The two study cohorts were similar for the study asthma control measures and prescriptions for SABA (Table 1). However, at baseline, patients in the extrafine-particle cohort received more diagnoses for rhinitis and gastro-oesophageal reflux disease, more prescriptions for acute oral corticosteroids, topical corticosteroid therapy, and had a higher prevalence of asthma-related hospital admissions, than patients in the fine-particle cohort (Table 1). For these specific variables, data were comparable within the extrafine-particle cohort for patients prescribed ciclesonide and EF-HFA-BDP (Table 1).

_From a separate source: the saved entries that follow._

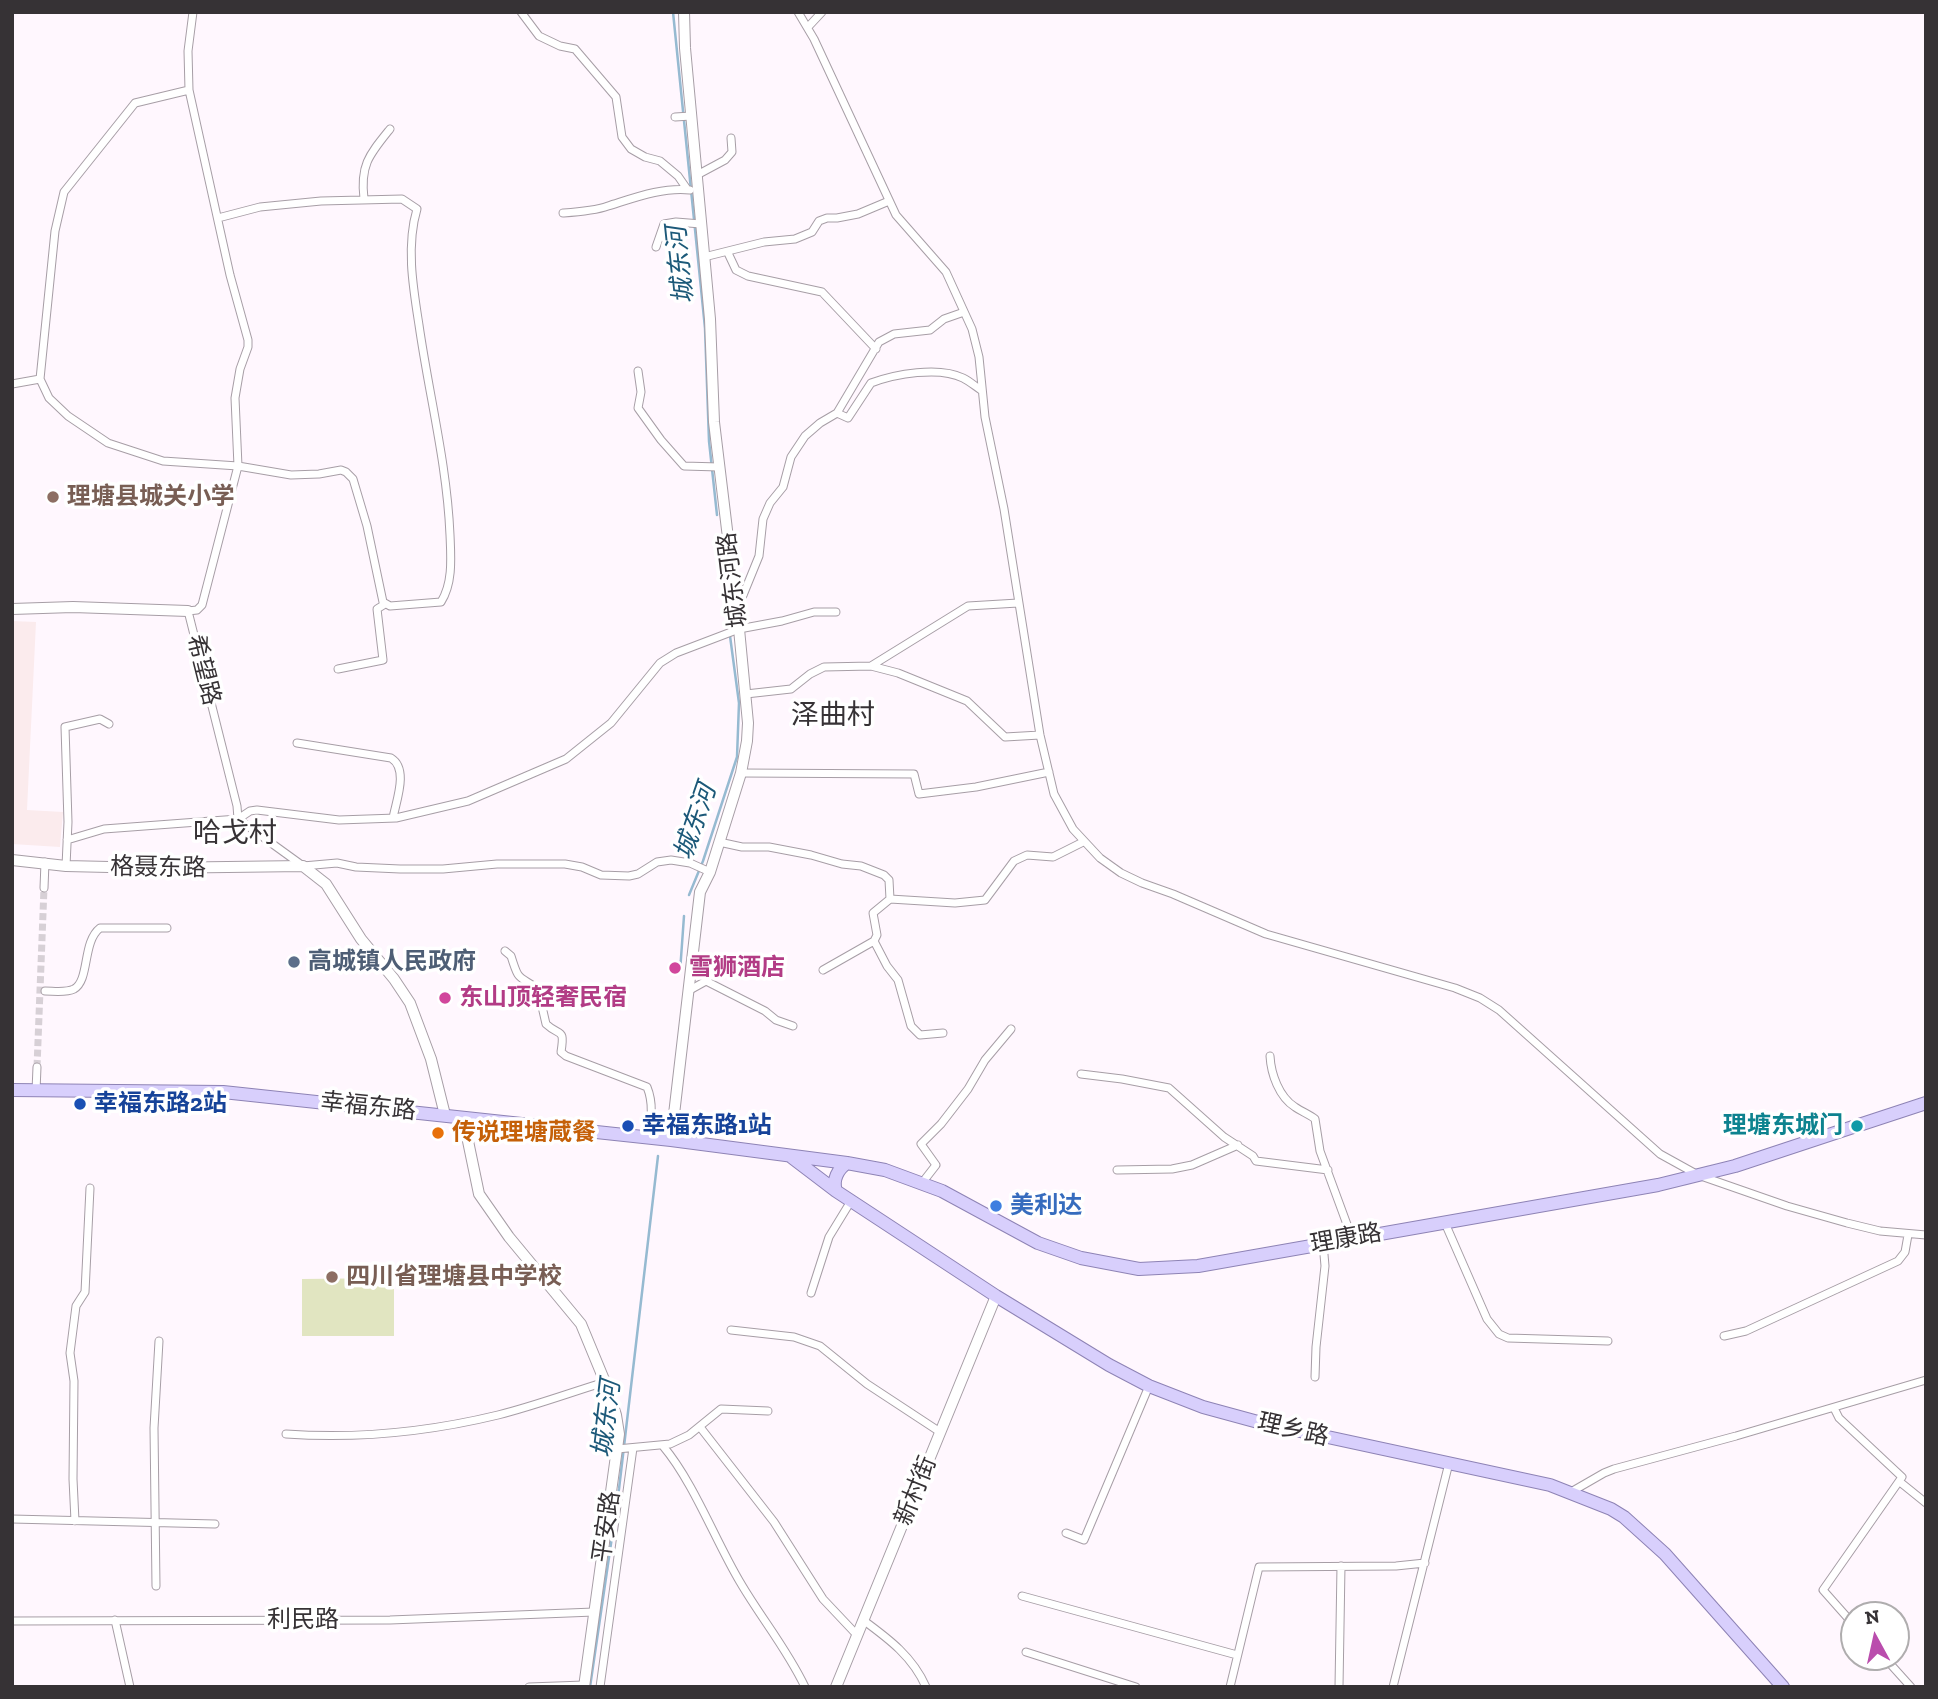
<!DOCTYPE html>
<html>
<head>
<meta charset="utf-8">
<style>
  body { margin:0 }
  #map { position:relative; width:1938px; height:1699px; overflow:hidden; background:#fff7fe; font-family:"Zilla Slab",serif }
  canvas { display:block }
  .frame { position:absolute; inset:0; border:14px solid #363235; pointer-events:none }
  .north { position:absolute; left:1840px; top:1601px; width:70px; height:70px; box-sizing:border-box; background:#fff; border:2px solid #afadae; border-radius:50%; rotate:352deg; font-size:19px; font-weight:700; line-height:28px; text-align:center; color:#363235 }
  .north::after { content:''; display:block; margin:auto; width:24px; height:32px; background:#ba4dad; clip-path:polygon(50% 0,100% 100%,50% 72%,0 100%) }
</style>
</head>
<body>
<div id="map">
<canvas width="1938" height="1699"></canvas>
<div class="frame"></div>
<div class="north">N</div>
</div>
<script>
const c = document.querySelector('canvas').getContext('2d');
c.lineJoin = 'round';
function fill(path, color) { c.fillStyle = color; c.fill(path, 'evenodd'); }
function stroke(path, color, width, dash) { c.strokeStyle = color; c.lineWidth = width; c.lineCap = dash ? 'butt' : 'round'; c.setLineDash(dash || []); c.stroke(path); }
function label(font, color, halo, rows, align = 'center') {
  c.font = font + ' "Zilla Slab","Noto Sans SC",serif'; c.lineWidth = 7; c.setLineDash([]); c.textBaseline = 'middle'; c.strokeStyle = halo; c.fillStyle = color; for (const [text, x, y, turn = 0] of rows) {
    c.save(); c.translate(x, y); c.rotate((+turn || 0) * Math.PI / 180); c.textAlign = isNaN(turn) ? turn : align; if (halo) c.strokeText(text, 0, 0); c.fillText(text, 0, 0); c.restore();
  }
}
fill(new Path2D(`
  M12,621L36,622L27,810L63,812L60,847L12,844Z`), '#fbebed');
fill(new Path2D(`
  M394,1278V1336H302V1279Z`), '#e1e5c1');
stroke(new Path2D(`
  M673,12L705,328L709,441L717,515
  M720,539L729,626
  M689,895L703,861L737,757L739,703L730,636
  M680,972L684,916
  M590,1687L619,1489L658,1156`), '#96bad1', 2.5);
stroke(new Path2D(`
  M37,1067L44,888`), '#d7d0d6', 7, [7, 3.5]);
const street = new Path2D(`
  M193,12L188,51L189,90L230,275L248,340V347L240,369L235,398L238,466L202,605L197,610L188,611L237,806L238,819L303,866L337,863L356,867L400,869H443L497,864H565L582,867L601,875L629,876L638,874L657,862L671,860L690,863L710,872
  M521,12L539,36L560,46L575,49L616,97L622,137L631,149L645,157L660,161L678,176L687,189
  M798,12L814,39L896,215L946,272L972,329L979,357L985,417L1004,509L1040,735L1054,794L1073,829L1100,858L1121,873L1142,883L1173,894L1266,934L1455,988L1480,998L1499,1010L1660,1154L1698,1175L1787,1206L1847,1223L1880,1231L1926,1235
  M808,27L822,12
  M189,90L135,103L64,192L55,231L40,379L49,398L68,416L108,443L163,461L238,466L291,475L319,474L341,470L346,472L353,479L367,526L383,602L390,606L441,602C453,583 451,558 450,535C447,464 429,395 419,325C413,287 406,246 417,209L402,199L321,201L260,207L218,218
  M675,117L691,116
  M697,175L725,160L732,152L731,138
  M364,199C360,165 369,155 390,129
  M563,213C578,212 594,211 608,206C634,198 662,187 690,190
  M656,247L664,224L676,222L701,224
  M728,253L736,270L748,276L822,292L876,349
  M704,257L764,242L795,239L812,232L819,221L827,218H837L858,214L889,201
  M638,371L641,392L638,408L661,440L684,466L719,467
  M12,384L40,379
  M837,413L848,418L871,383C895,374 939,366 963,378C969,381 975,386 981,390
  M737,610L759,556L763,519L770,503L783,487L791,457L805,436L820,423L837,413L879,342L894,334L930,330L944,319L964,312
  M871,666L968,606L1018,603
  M338,669L383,660L377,609L385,604
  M746,694L791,689L810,674L824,667L871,666L898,673L967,701L1005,737L1040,735
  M297,743L391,758C409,769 396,801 393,818
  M741,773L914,774L919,794L976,787L1049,772
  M67,840L104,829L238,819L250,811L257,810L339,820L396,818L468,801L566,759L611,723L660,663L676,653L739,629L782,621L814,612H836
  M719,842L742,847H769L811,855L842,864L861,866L884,875L889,880L890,899L955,903L985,900L1014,861L1027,855L1053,857L1083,842
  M66,866L68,822L65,727L100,719L109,724
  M44,888L45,862
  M874,941L887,966L898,980L911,1026L920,1035L943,1033
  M505,951L511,956C519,982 518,975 538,989L546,1024C560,1037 565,1027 561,1052L566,1056L647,1087C654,1104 651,1120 648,1138
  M823,970L874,941L877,935L873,913L890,899
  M45,991C54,991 66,993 74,989C90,980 82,942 100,928H167
  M688,991L706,981L765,1011L776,1020L793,1026
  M1270,1056C1271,1074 1279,1097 1295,1107C1302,1112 1309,1114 1315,1119L1320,1151L1352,1238
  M1081,1074L1122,1079L1169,1088L1224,1137L1253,1156L1256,1161L1328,1170
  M36,1091L37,1067
  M1117,1170L1172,1169L1192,1165L1238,1145
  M922,1183L936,1165L921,1144L941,1124L968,1089L985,1060L1011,1029
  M1445,1223L1487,1319L1499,1334L1508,1338L1608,1341
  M811,1293L829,1237L851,1201
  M731,1330L794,1337L820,1346L867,1384L940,1432
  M1724,1336L1746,1331L1898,1261L1905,1252L1908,1235
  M1315,1377L1316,1347L1325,1266L1323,1243
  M1834,1408L1839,1418L1902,1477L1823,1590L1854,1625
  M700,1427L774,1522L823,1599L857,1635
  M286,1434C357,1439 428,1432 498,1415C534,1406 569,1393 605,1382
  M663,1446C694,1483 715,1540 740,1582C761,1618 787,1649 805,1687
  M617,1449L670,1444L689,1435L721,1409L768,1411
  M1900,1482L1926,1503
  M1571,1492L1604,1473L1614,1469L1736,1436L1926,1380
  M12,1519L215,1524
  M75,1521L73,1479L74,1381L70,1353L76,1306L85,1292L90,1188
  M1066,1533L1084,1540L1149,1386
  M156,1586L154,1428L159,1341
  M1022,1596L1237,1655
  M115,1620L130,1687
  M863,1620C889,1639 913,1657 926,1687
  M12,1621L390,1620L594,1612
  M1026,1652L1136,1687
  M1884,1657L1911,1687
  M529,1687L584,1685
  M600,1687L633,1448
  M1230,1687L1259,1567L1396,1566L1425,1563
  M1339,1687L1341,1566
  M1393,1687L1449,1463`);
const secondary = new Path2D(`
  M12,609L73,607L188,611
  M12,860L66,866L152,868L303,866L326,884L361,939L394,979L410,1003L431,1059L445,1115
  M463,1117L479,1194L509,1237L581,1324L605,1382L616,1415L619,1434L584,1687
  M671,1140L700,892L710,872L741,773L747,741L748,723L739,629L714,422L710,319L685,48L684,12
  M836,1687L996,1296`);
const primary = new Path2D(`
  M12,1090L223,1092L671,1140L847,1163L885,1170L942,1191L1038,1243L1081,1258L1139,1269L1198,1266L1658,1185L1735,1166L1856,1126
  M1859,1125L1926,1103
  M790,1156L836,1191L996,1296L1109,1365L1149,1386L1203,1407L1258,1422L1550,1485L1611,1509L1624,1517L1665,1554L1783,1687
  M836,1191C832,1180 838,1169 847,1163`);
stroke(street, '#a79ea6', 9);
stroke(secondary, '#a79ea6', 12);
stroke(primary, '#8e83b5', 14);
stroke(street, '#fff', 7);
stroke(secondary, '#fff', 10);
stroke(primary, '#d8cffc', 12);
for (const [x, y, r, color] of [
  [53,497,7,"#8d6e63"],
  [294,962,7,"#5c6f8a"],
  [675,968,7,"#d1479c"],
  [445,998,7,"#d1479c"],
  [80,1104,7,"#1a4fb4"],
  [628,1126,7,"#1a4fb4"],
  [1857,1126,7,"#0f9aa8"],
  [438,1133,7,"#e8710a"],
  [996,1206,7,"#3f7fe0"],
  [332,1277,7,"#8d6e63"]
]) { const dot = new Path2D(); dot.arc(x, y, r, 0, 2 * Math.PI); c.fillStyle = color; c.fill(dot); stroke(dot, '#fff', 2.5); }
label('bold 24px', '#785e54', '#fff', [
  ["理塘县城关小学",67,497],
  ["四川省理塘县中学校",346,1277]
], 'left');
label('24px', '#363235', '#fff', [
  ["城东河路",733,580,-97],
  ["希望路",203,670,76],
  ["格聂东路",158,868,1],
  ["幸福东路",368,1107,6],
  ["理康路",1346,1239,-10],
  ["理乡路",1293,1430,13],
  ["新村街",916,1491,-68],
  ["平安路",607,1527,-82],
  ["利民路",303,1620]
]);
label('bold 24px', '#4e5e75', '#fff', [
  ["高城镇人民政府",308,962]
], 'left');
label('bold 24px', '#b23c85', '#fff', [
  ["雪狮酒店",689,968],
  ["东山顶轻奢民宿",459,998]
], 'left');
label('bold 24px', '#164399', '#fff', [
  ["幸福东路2站",94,1104],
  ["幸福东路1站",642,1126]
], 'left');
label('bold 24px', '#0d838f', '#fff', [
  ["理塘东城门",1843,1126]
], 'right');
label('bold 24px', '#c56008', '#fff', [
  ["传说理塘蔵餐",452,1133]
], 'left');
label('bold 24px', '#366cbe', '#fff', [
  ["美利达",1010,1206]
], 'left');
label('italic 26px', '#1c5979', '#fff', [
  ["城东河",681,265,-96],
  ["城东河",696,822,-71],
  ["城东河",607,1419,-83]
]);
label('28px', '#363235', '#fff', [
  ["泽曲村",833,716],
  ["哈戈村",235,834]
]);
</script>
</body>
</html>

Table 1 Baseline demographic and clinical characteristics for 1:1 matched patients

Outcomes

Patients who received extrafine-particle ICS had 40 % lower rates of severe exacerbations in the year following the initiation date than those receiving fine-particle ICS therapy, following adjustment for residual confounders (adjusted rate ratio [95 % CI], 0.59 [0.47–0.73]) (Fig. 3). In addition, patients in the extrafine-particle cohort had greater odds of achieving risk-domain asthma control, overall asthma control, and treatment stability, and had lower odds of being in a higher dose category of SABA (adjusted rate ratio [95 % CI], 0.50 [0.44–0.57]) (Fig. 3, Table 2).

Fig. 3
figure3

Adjusted rate and odds ratios (95 % CI) for co-primary and secondary outcomes. ICS: inhaled corticosteroid; SABA, short-acting β2-agonist. *Adjusted for baseline exacerbations (ATS/ERS Definition, categorized), evidence of GERD and baseline asthma prescriptions (categorized); Adjusted for baseline Risk-domain asthma control, evidence of GERD and asthma diagnosis; Adjusted for evidence of rhinitis, evidence of GERD and baseline Risk-domain asthma control; §Adjusted for baseline SABA daily dose (µg)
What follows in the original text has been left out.